Odd Duck

  • Title: Joshua
  • IMDb: link

Joshua

What if your child had always been a little odd, and you eventually began wondering if he wasn’t evil?  Joshua asks this question, and the result is a mixed, though memorable, result that, although I can’t recommend, is still better than expected.

To the causual observer the Cairn’s are your typical upper-middle class family.  Brad (Sam Rockwell) works too hard in an investment company, Abby (an almost unrecognizable Vera Farmiga) stays home and takes care of their son Joshua (Jacob Kogan) and thier newborn daughter Lily.  Scratch the surface however and you’ll find plenty of troubles in the Cairn home.
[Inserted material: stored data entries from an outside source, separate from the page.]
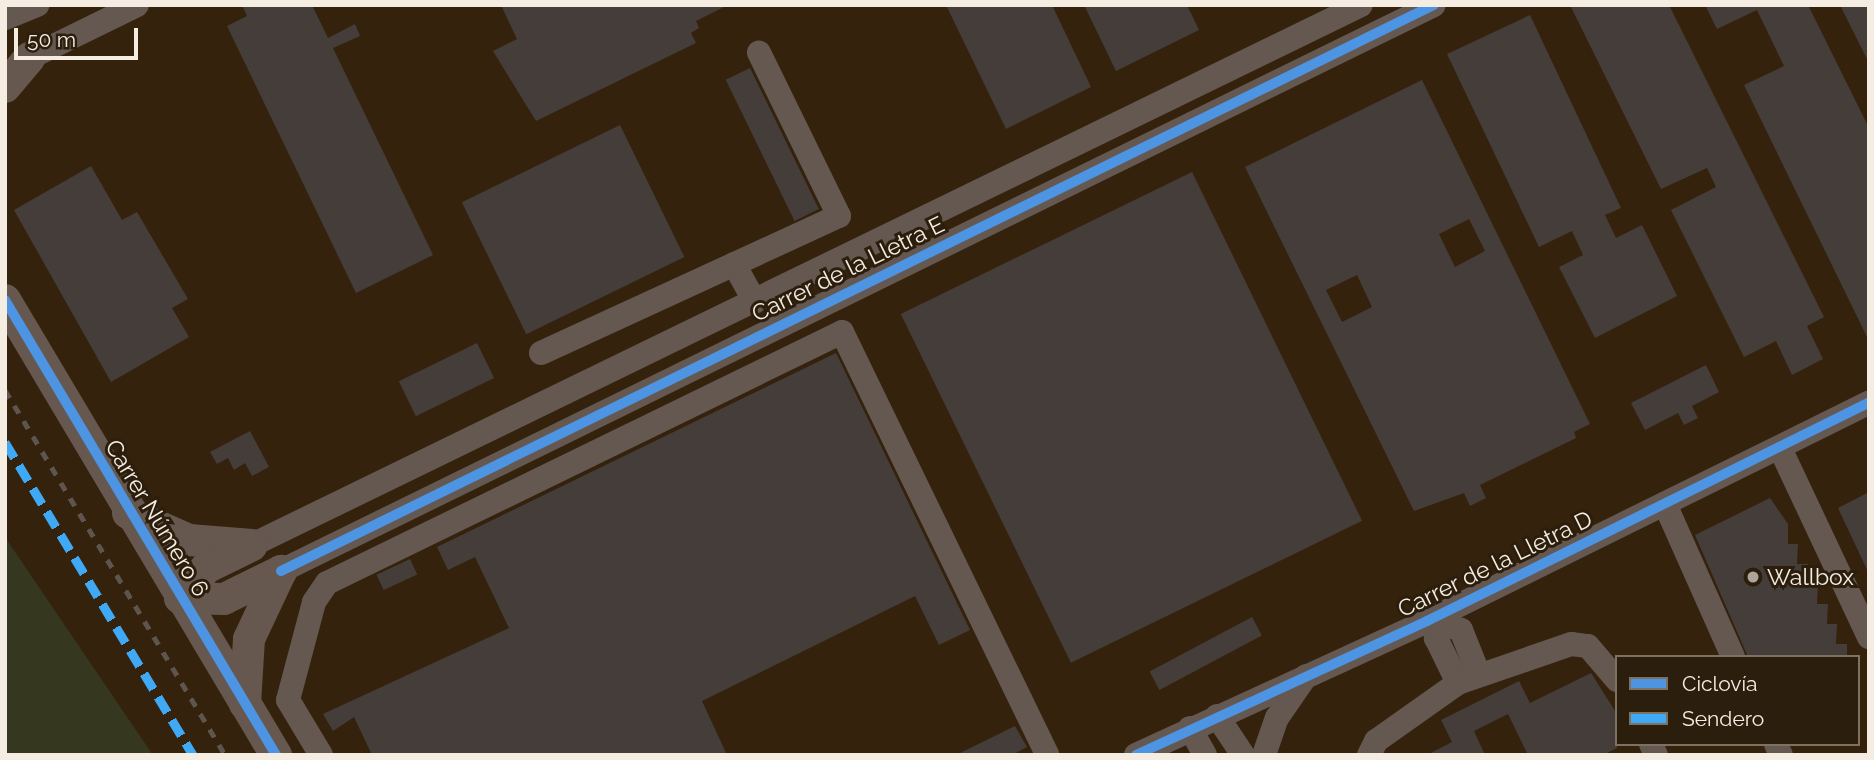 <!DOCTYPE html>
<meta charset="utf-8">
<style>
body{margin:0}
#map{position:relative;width:1874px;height:760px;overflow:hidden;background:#251d14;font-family:Raleway,sans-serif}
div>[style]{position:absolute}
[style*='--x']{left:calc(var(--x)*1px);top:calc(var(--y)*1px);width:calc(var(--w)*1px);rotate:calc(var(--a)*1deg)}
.built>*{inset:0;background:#34220c}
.green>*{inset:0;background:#36371f}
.building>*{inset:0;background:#453d3a;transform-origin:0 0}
.minor>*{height:24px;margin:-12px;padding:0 12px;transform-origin:12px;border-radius:12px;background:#645851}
.major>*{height:32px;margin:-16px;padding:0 16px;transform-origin:16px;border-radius:16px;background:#66574f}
.rail>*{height:5px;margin-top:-2.5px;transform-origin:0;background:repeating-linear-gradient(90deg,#5e554f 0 9px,transparent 0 18px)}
.quiet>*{height:9px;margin-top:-4.5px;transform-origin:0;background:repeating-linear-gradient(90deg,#3fa9f5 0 18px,transparent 0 27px)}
.cycleway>*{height:10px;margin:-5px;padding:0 5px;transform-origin:5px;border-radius:5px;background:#4d94e3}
.dots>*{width:19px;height:19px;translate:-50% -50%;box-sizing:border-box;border:4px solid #2c1e0d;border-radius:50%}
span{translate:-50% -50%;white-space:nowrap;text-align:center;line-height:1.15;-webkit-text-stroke:6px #2c1e0d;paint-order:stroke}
.street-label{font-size:23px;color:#f6ede2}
.poi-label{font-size:23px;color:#f6ede2}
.left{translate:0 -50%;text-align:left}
.frame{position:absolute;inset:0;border:7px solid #f6ede2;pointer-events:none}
.legend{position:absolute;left:1615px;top:655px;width:245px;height:91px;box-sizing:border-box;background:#2c1e0d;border:2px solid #7d7162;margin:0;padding:9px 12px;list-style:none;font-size:21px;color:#f6ede2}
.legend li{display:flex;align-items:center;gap:14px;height:35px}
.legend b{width:35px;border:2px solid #7d7162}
.scale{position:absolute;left:14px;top:28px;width:124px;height:32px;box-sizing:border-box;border:4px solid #f6ede2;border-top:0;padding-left:9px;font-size:21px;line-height:24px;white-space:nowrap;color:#f6ede2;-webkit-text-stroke:5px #2c1e0d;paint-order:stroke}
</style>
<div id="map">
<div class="built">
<i style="clip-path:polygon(evenodd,5px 5px,1869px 5px,1869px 755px,153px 755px,5px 537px,5px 5px,1617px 657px,1858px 657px,1858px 744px,1617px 744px,1617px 657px)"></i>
</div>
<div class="green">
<i style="clip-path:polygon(5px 537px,153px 755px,5px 755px)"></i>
</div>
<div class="building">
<i style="clip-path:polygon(242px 5px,312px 5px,328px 38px,355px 24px,360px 36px,333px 48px,433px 255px,356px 293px,227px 26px,247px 16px)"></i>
<i style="clip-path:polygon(501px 5px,728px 5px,696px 21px,699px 28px,691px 33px,696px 43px,536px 121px,493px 51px,517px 39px)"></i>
<i style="clip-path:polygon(946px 5px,1052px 5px,1091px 87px,1006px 129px)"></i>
<i style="clip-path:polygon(1084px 5px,1187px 5px,1199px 30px,1116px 71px)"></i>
<i style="clip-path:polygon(1570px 5px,1669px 5px,1824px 317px,1807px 326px,1823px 359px,1792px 375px,1776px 341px,1744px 357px,1671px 210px,1716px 187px,1707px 168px,1661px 189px)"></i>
<i style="clip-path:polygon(1705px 5px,1808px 5px,1869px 128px,1869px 341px,1744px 85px,1784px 66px,1757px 10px,1717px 29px)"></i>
<i style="clip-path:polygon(1840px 5px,1869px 5px,1869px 63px)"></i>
<i style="clip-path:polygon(1530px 15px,1621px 208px,1605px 215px,1616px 238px,1642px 225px,1677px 296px,1595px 338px,1559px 267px,1583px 255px,1572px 231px,1539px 247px,1447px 54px)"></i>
<i style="left:750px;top:68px;width:157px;height:27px;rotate:64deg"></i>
<i style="clip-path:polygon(evenodd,1422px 80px,1590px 424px,1574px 432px,1576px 438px,1480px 485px,1486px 498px,1470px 506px,1464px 493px,1414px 511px,1245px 167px,1422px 80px,1469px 219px,1485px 251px,1455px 267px,1439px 234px,1469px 219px,1422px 80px,1357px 275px,1372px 307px,1342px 322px,1326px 290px,1357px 275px)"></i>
<i style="left:620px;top:125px;width:147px;height:176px;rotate:64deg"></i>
<i style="clip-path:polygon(91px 166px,122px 220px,137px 212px,188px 299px,172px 308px,189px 337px,111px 382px,14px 210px)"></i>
<i style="left:1192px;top:172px;width:388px;height:324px;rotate:64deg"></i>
<i style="left:477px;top:343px;width:39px;height:87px;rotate:64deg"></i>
<i style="clip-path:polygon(836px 353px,970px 630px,939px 645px,915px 596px,702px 701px,727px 755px,372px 755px,354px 717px,333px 731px,323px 714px,509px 628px,475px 557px,448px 570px,437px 547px)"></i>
<i style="clip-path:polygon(1706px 365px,1719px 392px,1692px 406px,1698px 418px,1684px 425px,1678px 413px,1645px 430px,1631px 403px)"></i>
<i style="clip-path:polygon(250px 431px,269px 467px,252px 476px,245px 463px,234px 470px,228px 458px,217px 464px,210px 452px)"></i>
<i style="clip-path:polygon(1869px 492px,1869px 574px,1838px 508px)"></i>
<i style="clip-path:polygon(1770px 498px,1788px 524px,1788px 544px,1798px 544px,1797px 564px,1808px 564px,1806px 584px,1818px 584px,1817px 604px,1828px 604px,1827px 624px,1837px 624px,1836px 644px,1847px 644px,1847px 657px,1748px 657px,1695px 535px)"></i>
<i style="left:410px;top:559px;width:17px;height:37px;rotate:65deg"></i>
<i style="left:1252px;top:617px;width:21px;height:116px;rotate:62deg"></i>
<i style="clip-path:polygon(1591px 673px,1617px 714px,1617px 748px,1603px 755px,1528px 755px,1508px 714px,1474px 731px,1485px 755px,1427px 755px,1452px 742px,1441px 720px,1519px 681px,1530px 703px)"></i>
<i style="clip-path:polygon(1015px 726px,1027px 747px,1012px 755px,956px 755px)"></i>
</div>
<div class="minor">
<i style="--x:5;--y:18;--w:35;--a:-22"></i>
<i style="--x:29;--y:58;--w:120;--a:-26.1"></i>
<i style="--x:734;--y:264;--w:43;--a:61.1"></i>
<i style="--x:541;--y:353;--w:328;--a:-24.7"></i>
<i style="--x:839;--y:216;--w:182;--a:-116.1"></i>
<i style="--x:1780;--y:448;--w:209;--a:64.8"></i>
<i style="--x:1665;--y:504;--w:167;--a:66"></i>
<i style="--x:252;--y:545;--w:1233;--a:-25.96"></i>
<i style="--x:281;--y:571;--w:1284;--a:-26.15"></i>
<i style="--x:1439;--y:615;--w:10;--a:66"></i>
<i style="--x:1443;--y:624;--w:19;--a:18"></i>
<i style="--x:1461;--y:630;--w:48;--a:68.2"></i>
<i style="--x:1443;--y:624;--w:16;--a:117"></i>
<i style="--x:1436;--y:638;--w:50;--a:63.9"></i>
<i style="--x:1217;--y:716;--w:47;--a:56.3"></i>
<i style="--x:1190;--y:728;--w:31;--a:61"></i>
<i style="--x:1651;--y:744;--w:12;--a:66"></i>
<i style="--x:1776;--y:744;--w:12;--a:66"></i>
<i style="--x:321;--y:755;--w:64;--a:-121"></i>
<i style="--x:288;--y:700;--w:101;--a:-75.1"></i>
<i style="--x:314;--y:602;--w:23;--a:-56"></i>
<i style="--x:327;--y:583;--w:573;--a:-25.98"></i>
<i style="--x:842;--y:332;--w:470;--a:64.1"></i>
<i style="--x:1136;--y:755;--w:320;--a:-24.7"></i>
<i style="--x:1427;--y:621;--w:493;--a:-26.3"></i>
<i style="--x:1264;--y:755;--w:39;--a:-71"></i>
<i style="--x:1277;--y:718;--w:51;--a:-55.4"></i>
<i style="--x:1369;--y:755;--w:16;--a:-63"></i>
<i style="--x:1376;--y:741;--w:100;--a:-35.3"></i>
<i style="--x:1458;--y:683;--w:120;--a:-19"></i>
<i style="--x:1571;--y:644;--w:17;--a:7"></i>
<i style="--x:1588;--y:646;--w:45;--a:49.5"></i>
</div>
<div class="major">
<i style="--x:5;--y:87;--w:38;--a:-50"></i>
<i style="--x:5;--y:300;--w:530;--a:59.22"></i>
<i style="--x:128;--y:513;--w:67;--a:23.9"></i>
<i style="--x:189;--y:540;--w:63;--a:4.5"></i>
<i style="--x:180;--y:598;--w:44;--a:1.3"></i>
<i style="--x:224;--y:599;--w:64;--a:-26.2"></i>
<i style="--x:180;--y:598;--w:40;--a:-49"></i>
<i style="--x:206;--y:568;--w:50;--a:-26.1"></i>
<i style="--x:245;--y:704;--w:65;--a:-86.5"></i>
<i style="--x:249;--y:639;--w:75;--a:-64.8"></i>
</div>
<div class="rail">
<i style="--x:5;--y:390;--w:426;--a:58.9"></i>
</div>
<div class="quiet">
<i style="--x:5;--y:442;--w:365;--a:59"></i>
</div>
<div class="cycleway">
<i style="--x:5;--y:300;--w:530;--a:59.22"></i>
<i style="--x:281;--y:571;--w:1284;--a:-26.15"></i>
<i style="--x:1136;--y:755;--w:320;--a:-24.7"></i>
<i style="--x:1427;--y:621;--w:493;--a:-26.3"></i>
</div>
<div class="dots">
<i style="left:1753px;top:577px;background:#ada49a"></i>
</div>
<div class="street-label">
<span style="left:848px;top:269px;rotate:-26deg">Carrer de la Lletra E</span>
<span style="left:157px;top:518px;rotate:59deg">Carrer Número 6</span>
<span style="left:1495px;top:564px;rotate:-26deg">Carrer de la Lletra D</span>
</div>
<div class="poi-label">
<span class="left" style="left:1767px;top:577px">Wallbox</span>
</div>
<div class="frame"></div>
<ul class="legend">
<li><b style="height:9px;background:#4d94e3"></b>Ciclovía</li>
<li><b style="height:9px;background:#3fa9f5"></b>Sendero</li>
</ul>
<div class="scale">50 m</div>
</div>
To begin with Abby has a history of mental problems and increasing anxiety over not being able to care for her new baby.  And then there’s Joshua who, to put it politely, is a little off.  When the family begins to spiral out of control Brad begins to suspect that everything can be traced to one cause – his son.  Is this young nine-year-old responsible for it all?

Although the film doesn’t quite work, it does a good job in presenting the unraveling of the main characters of the story.  Farmiga gives a nice performance as a woman who slowly becomes completely unhinged.  Such a performance could easily slip into melodrama (as other aspects of the film do), but Farmiga brings a stark realism to the role that helps hold the film together.

Another nice choice is to present Joshua as odd and creepy, but not necessarily evil (at least through the first two-thirds of the film).  This allows the possibility for the audience that he may or may not be the cause of all the family’s troubles.  Of course this is thrown away in the rushed, and more than a little ridiculous, last act of the film.

In terms of tone Joshua can never quite figure out what film it wants to be.  There is some nice rising tension throughout the film, but it is also undercut by some hilarious, sometimes intentional sometimes not, moments as well.  If it had gone for either straight cheese or a true thriller it would have been better served.  And the constant piano score, which I’m assuming was an attempt to add drama and suspense, becomes more and more preposterous as the film goes on.

One final criticism.  As the film moves between the odd and the laughable and back again, it wastes the talents of some nice supporting actors like Michael McKean in pointless and unnecessary supporting roles.  Though the film provides a good character for Farmiga, and a somewhat memorable one for Koogan, many of the smaller characters seem more like unnecessary distractions that parts of a larger story.

I’m not sure who the target audience is for this film.  Modern horror fans will probably find the lack of gore and body counts to be exasperating, and suspense/thriller fans will find the odd tone and humor to get in the way of the story.  Still, it’s a film that tries to do something more than your brain-dead average summer Hollywood fare, and even with its issues there are some elements and performances to enjoy (and sometimes mock).